- PROBLEM TO WORK ON -
From the records below, state how many lines include the word "Give", giving only that number.

- DATASET -
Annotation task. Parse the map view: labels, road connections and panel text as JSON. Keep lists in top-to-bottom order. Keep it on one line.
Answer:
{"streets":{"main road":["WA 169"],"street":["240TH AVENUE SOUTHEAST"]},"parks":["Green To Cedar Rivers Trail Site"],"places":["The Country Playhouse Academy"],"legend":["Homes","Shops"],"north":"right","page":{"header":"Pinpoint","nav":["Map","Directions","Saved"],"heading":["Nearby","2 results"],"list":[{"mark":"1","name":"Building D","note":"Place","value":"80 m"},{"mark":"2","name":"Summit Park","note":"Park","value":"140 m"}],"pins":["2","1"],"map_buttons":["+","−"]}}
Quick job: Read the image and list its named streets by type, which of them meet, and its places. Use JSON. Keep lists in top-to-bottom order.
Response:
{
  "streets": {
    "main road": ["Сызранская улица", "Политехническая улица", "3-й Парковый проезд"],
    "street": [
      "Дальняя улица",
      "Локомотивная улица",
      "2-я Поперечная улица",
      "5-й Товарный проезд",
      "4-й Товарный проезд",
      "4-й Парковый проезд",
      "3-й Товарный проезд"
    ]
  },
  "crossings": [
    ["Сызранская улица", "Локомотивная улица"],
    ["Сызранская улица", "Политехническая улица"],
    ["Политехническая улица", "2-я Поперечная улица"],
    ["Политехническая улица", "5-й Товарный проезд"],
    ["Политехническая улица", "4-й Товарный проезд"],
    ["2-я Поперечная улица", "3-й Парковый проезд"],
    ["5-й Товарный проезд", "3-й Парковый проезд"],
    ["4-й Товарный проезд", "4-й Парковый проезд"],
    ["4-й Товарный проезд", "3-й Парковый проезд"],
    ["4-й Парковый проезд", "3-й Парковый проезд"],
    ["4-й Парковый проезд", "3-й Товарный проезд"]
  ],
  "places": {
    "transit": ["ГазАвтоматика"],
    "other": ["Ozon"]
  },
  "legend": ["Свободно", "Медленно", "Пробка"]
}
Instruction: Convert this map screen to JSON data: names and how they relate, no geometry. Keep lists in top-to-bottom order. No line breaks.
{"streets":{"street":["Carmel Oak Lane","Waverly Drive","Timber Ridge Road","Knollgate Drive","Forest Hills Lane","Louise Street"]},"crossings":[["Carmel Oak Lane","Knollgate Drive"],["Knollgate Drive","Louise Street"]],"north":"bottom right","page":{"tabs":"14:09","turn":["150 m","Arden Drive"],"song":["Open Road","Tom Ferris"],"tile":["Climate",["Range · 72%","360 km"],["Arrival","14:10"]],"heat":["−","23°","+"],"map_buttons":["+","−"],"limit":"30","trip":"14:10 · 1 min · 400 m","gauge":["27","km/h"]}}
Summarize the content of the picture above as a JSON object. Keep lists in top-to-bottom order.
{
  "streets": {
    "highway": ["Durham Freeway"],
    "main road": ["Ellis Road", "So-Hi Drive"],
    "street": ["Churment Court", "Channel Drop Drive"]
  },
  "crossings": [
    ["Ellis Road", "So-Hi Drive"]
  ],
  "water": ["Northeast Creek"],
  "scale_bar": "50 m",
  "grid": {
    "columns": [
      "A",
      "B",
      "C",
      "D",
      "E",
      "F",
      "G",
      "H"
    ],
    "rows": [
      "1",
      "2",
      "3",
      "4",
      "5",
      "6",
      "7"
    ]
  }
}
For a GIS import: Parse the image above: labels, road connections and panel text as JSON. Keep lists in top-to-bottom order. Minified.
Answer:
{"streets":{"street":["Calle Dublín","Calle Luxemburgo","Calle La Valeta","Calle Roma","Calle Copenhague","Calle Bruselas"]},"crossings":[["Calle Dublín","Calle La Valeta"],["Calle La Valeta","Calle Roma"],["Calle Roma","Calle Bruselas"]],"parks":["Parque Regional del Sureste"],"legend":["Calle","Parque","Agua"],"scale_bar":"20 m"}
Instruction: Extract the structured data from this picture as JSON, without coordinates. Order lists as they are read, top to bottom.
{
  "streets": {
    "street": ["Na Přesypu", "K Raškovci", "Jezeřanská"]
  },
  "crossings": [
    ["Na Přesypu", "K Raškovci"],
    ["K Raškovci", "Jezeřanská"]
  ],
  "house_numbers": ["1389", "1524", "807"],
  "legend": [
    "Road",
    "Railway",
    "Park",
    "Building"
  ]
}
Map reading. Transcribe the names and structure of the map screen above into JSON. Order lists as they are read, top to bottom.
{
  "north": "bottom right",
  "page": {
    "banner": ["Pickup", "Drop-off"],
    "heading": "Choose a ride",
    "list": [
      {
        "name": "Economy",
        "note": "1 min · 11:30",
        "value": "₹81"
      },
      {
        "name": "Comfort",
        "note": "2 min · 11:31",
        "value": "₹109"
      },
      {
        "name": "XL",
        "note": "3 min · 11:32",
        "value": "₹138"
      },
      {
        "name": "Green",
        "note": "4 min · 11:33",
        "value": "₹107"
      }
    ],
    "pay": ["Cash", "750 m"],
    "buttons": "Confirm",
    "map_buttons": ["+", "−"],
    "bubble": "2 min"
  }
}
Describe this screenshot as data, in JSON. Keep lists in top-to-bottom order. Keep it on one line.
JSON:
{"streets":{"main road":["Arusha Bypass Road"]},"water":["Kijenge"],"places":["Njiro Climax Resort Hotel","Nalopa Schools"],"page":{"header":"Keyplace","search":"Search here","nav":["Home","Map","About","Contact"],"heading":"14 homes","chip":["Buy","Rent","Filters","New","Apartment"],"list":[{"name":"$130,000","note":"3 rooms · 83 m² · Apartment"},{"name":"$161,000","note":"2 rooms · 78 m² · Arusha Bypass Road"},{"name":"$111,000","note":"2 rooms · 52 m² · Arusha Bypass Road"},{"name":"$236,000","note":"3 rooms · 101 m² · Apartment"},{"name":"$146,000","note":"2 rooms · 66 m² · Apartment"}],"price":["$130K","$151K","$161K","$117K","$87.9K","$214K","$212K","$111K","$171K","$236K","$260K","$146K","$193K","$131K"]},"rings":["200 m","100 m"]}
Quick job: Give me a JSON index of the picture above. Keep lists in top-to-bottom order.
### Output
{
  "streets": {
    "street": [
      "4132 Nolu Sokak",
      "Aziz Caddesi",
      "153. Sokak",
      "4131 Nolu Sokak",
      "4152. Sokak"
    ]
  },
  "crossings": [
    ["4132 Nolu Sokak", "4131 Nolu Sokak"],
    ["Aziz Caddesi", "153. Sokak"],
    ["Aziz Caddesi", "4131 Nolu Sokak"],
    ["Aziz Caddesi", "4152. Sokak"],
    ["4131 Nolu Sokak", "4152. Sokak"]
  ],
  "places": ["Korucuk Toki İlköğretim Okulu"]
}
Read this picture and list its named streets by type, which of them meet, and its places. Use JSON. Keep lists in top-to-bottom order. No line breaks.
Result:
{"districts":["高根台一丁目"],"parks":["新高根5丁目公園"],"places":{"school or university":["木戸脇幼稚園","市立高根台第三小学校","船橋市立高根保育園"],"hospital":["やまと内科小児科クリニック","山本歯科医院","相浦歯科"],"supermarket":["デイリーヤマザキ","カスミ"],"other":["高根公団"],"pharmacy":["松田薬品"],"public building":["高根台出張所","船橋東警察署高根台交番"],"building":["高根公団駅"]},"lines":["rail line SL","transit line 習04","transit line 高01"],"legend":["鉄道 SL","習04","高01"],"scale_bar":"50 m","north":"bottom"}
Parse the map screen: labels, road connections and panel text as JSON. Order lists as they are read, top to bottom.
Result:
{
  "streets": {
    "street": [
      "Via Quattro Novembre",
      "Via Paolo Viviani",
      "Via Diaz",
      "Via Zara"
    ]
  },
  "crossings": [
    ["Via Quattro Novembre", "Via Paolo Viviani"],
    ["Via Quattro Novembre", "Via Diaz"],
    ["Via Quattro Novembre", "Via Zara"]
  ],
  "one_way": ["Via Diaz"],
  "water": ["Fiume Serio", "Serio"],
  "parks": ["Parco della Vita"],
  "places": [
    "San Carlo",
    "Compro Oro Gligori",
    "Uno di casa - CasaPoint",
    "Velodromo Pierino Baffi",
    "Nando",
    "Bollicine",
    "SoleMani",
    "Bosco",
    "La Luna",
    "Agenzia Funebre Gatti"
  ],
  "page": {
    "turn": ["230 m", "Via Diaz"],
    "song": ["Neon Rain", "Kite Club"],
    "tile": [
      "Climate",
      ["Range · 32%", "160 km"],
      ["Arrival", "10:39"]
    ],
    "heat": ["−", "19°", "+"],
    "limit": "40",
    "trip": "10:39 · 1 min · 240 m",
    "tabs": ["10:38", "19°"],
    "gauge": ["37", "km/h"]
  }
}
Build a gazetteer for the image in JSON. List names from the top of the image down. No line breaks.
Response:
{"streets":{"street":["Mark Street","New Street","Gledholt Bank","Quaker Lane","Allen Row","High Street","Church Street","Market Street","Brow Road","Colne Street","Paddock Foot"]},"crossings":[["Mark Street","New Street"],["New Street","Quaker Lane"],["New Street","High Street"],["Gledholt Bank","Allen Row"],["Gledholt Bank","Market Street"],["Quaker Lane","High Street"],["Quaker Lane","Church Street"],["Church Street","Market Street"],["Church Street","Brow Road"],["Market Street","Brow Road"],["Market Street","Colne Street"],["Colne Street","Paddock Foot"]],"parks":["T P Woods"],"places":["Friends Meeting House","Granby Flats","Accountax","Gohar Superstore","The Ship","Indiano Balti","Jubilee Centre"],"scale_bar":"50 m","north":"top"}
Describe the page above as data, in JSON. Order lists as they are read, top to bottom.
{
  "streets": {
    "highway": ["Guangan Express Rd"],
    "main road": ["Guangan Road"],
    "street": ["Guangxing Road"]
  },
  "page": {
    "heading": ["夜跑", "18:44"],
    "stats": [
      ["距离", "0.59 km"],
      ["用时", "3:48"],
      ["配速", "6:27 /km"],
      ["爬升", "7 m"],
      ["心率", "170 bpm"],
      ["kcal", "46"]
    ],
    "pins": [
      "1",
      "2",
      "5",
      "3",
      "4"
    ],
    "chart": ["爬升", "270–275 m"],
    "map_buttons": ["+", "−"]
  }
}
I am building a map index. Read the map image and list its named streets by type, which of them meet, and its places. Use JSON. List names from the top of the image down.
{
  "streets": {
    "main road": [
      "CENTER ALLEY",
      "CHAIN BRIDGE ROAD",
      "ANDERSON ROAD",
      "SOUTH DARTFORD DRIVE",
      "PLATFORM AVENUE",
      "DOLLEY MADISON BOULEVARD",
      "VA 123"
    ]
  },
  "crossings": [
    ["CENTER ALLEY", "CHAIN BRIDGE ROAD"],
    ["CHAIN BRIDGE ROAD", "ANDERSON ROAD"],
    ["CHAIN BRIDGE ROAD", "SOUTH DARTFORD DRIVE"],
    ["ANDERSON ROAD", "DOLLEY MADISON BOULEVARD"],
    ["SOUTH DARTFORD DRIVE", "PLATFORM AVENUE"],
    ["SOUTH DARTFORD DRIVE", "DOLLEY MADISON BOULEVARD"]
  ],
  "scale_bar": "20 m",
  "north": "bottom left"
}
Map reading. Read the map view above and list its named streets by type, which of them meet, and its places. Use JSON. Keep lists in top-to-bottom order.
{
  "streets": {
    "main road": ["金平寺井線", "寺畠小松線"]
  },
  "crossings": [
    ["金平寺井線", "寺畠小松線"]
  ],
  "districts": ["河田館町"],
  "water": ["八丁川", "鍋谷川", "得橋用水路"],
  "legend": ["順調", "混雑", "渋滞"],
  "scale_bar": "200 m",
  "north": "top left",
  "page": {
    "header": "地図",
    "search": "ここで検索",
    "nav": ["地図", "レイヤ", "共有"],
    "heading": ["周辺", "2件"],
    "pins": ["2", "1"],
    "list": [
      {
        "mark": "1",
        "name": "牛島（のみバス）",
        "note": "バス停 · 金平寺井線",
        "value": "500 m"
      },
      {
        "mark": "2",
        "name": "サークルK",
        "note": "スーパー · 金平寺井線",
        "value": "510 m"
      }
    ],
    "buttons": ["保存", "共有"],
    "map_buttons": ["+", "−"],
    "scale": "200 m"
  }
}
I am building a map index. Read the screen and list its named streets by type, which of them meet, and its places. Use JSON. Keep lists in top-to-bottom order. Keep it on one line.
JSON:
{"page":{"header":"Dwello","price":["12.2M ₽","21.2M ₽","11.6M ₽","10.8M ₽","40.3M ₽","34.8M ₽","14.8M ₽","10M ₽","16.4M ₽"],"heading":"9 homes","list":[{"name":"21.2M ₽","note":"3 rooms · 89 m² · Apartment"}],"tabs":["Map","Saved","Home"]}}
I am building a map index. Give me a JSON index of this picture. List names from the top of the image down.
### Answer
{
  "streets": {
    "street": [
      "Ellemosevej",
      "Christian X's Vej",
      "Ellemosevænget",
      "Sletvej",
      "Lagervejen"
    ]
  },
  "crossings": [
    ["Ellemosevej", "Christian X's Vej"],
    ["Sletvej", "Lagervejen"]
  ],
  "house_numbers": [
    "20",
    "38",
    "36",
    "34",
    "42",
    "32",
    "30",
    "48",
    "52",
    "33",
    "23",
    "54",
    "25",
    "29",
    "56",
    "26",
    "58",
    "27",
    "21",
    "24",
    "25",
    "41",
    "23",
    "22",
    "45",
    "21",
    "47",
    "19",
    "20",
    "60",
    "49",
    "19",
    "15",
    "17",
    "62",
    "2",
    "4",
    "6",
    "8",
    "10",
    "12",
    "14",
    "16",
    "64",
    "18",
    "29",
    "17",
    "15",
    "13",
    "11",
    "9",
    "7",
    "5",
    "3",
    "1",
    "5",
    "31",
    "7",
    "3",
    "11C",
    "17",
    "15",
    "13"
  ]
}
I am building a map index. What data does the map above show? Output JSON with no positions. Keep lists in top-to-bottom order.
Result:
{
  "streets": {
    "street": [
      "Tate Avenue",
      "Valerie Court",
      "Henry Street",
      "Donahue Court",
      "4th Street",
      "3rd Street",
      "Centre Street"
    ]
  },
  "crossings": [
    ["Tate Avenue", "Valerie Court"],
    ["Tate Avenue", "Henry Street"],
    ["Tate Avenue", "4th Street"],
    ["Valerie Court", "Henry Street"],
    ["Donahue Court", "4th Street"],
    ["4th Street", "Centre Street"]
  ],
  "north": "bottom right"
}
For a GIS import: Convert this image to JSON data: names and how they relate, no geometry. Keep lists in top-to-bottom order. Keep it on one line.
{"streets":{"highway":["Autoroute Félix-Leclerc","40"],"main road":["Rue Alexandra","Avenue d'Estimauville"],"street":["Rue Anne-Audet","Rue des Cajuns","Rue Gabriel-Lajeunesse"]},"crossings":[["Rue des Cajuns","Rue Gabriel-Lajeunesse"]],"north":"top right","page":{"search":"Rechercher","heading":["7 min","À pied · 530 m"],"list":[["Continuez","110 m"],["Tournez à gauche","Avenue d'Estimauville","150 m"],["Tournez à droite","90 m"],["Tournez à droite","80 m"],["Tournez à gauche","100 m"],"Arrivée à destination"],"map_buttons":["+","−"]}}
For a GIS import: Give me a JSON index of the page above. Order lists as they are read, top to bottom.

- RESULT OF THE TASK -
3